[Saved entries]
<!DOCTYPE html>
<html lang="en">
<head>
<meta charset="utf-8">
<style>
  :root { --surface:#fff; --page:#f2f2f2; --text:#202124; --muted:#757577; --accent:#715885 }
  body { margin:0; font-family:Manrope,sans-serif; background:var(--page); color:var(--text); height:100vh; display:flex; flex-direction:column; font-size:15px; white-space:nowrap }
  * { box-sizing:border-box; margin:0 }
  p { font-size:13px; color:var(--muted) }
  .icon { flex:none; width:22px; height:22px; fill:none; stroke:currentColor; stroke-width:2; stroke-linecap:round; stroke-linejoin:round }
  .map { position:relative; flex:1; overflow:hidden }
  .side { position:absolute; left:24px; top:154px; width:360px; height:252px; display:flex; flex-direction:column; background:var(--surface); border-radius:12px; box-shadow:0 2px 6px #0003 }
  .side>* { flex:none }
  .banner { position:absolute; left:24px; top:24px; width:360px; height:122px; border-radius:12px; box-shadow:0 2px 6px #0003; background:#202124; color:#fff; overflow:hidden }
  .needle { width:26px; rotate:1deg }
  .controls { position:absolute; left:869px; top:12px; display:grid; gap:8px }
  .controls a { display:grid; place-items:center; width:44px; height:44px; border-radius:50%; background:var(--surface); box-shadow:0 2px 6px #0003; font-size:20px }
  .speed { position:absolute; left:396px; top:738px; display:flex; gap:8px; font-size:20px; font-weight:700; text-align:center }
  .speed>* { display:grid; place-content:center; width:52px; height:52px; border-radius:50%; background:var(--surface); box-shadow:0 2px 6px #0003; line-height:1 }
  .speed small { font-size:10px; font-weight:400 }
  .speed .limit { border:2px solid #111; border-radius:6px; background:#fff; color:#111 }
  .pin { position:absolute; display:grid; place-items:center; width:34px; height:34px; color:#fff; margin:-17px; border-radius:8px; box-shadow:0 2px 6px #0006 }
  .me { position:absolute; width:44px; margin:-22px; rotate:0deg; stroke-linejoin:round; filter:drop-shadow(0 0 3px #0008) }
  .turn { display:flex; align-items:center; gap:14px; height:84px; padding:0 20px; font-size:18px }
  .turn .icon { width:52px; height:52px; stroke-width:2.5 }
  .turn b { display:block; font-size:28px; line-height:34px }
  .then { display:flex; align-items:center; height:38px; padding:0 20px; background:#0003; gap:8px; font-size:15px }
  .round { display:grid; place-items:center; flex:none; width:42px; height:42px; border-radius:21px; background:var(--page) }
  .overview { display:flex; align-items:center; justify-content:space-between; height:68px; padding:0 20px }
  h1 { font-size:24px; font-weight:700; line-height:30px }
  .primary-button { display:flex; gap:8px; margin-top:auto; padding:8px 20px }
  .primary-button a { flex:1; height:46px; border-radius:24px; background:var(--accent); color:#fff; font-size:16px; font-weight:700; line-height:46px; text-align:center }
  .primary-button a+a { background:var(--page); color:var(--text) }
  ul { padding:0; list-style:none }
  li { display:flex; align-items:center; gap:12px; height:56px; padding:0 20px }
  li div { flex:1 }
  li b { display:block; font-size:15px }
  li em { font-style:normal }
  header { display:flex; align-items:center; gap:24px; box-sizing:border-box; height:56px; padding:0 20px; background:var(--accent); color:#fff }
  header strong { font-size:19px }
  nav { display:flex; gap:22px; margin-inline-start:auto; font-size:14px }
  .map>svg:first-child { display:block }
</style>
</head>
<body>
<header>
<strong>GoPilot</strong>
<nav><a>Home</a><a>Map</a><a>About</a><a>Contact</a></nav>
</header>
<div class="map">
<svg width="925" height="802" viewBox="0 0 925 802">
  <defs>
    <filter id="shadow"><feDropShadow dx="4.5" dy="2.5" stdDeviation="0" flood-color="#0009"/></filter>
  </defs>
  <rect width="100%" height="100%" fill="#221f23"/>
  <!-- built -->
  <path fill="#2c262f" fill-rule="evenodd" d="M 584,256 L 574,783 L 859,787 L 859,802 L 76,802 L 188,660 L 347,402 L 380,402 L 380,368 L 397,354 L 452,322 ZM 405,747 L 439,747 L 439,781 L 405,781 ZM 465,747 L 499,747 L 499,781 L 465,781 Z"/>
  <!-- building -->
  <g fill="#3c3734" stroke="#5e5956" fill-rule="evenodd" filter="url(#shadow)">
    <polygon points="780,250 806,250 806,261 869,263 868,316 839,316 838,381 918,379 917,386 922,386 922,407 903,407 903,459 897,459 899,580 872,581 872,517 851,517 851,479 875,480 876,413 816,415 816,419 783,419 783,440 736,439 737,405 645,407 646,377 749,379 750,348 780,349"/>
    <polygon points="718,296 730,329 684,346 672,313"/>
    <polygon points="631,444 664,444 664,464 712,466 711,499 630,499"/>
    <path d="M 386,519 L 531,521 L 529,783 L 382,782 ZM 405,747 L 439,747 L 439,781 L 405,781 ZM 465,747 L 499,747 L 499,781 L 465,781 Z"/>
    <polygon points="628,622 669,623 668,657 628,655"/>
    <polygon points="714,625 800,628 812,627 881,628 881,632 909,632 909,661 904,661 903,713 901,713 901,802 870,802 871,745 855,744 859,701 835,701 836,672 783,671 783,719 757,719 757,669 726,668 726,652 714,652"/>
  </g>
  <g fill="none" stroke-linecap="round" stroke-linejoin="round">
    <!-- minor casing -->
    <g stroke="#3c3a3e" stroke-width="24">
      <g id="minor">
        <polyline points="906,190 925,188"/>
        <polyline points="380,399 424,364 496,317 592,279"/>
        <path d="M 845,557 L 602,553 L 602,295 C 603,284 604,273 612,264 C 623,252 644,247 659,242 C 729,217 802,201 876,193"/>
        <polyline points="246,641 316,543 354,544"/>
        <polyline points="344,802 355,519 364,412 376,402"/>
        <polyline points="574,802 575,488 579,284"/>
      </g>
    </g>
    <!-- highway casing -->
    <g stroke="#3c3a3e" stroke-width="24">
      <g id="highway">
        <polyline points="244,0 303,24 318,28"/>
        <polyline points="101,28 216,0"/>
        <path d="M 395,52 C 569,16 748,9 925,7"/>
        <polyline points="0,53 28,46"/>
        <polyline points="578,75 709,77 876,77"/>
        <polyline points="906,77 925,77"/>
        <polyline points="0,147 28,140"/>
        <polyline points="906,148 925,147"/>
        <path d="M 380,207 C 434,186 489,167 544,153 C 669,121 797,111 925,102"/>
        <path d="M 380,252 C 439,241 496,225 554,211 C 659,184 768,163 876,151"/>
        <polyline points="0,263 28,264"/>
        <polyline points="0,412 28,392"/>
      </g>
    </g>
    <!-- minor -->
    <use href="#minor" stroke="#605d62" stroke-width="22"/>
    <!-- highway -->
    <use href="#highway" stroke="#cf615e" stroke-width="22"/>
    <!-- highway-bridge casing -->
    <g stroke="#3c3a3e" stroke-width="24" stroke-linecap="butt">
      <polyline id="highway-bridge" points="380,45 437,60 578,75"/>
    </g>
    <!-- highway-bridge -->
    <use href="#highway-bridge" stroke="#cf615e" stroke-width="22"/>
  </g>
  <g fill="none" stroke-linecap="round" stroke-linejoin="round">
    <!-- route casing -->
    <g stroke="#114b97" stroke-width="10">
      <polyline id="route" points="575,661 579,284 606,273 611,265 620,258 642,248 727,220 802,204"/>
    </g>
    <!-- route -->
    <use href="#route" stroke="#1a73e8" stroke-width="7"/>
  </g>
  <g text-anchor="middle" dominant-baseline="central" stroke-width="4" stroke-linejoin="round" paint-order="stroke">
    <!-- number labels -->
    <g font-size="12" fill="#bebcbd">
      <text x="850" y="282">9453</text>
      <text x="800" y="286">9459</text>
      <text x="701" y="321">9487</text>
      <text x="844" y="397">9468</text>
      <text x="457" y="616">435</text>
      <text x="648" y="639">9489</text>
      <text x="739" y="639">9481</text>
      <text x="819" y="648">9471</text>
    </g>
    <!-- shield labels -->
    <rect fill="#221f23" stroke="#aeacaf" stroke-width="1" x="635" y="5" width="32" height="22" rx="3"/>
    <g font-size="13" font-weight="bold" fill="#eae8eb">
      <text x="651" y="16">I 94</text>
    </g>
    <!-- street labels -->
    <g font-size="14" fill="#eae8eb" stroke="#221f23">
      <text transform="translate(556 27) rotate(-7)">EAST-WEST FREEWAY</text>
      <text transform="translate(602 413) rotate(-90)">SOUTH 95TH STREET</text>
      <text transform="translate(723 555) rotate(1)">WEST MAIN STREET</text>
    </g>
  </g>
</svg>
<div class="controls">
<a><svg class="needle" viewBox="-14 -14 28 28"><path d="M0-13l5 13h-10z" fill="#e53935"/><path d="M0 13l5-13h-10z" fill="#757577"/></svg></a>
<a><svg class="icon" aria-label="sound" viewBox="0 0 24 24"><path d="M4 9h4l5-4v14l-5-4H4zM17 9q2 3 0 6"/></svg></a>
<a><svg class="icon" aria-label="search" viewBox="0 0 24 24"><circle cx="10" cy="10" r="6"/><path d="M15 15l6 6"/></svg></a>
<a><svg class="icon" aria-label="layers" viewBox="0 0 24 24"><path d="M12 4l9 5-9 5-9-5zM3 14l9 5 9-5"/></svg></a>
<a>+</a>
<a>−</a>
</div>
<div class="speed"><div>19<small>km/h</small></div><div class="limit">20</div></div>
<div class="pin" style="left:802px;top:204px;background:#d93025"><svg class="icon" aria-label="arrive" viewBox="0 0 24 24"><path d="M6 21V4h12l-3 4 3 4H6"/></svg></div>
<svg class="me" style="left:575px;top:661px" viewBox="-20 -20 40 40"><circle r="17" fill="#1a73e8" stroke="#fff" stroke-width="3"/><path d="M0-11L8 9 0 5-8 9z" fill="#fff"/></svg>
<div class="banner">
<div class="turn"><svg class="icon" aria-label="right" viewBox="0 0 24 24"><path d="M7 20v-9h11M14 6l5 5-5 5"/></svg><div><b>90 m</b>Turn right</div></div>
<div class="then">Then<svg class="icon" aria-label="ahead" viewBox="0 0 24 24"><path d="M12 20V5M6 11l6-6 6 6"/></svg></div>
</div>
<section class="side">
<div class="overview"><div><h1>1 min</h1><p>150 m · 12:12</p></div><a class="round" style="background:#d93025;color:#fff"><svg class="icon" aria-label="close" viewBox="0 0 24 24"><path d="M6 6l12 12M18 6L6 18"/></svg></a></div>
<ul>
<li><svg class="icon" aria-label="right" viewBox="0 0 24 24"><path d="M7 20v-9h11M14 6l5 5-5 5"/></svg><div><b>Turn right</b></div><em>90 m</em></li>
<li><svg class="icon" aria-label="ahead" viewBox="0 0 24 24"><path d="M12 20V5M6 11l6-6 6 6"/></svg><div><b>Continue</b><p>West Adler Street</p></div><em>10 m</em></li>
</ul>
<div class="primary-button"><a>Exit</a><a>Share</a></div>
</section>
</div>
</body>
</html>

### Work instruction
Tell how many lines in the records above carry the word "then". Only the number should appear in the reply.

### Reply
2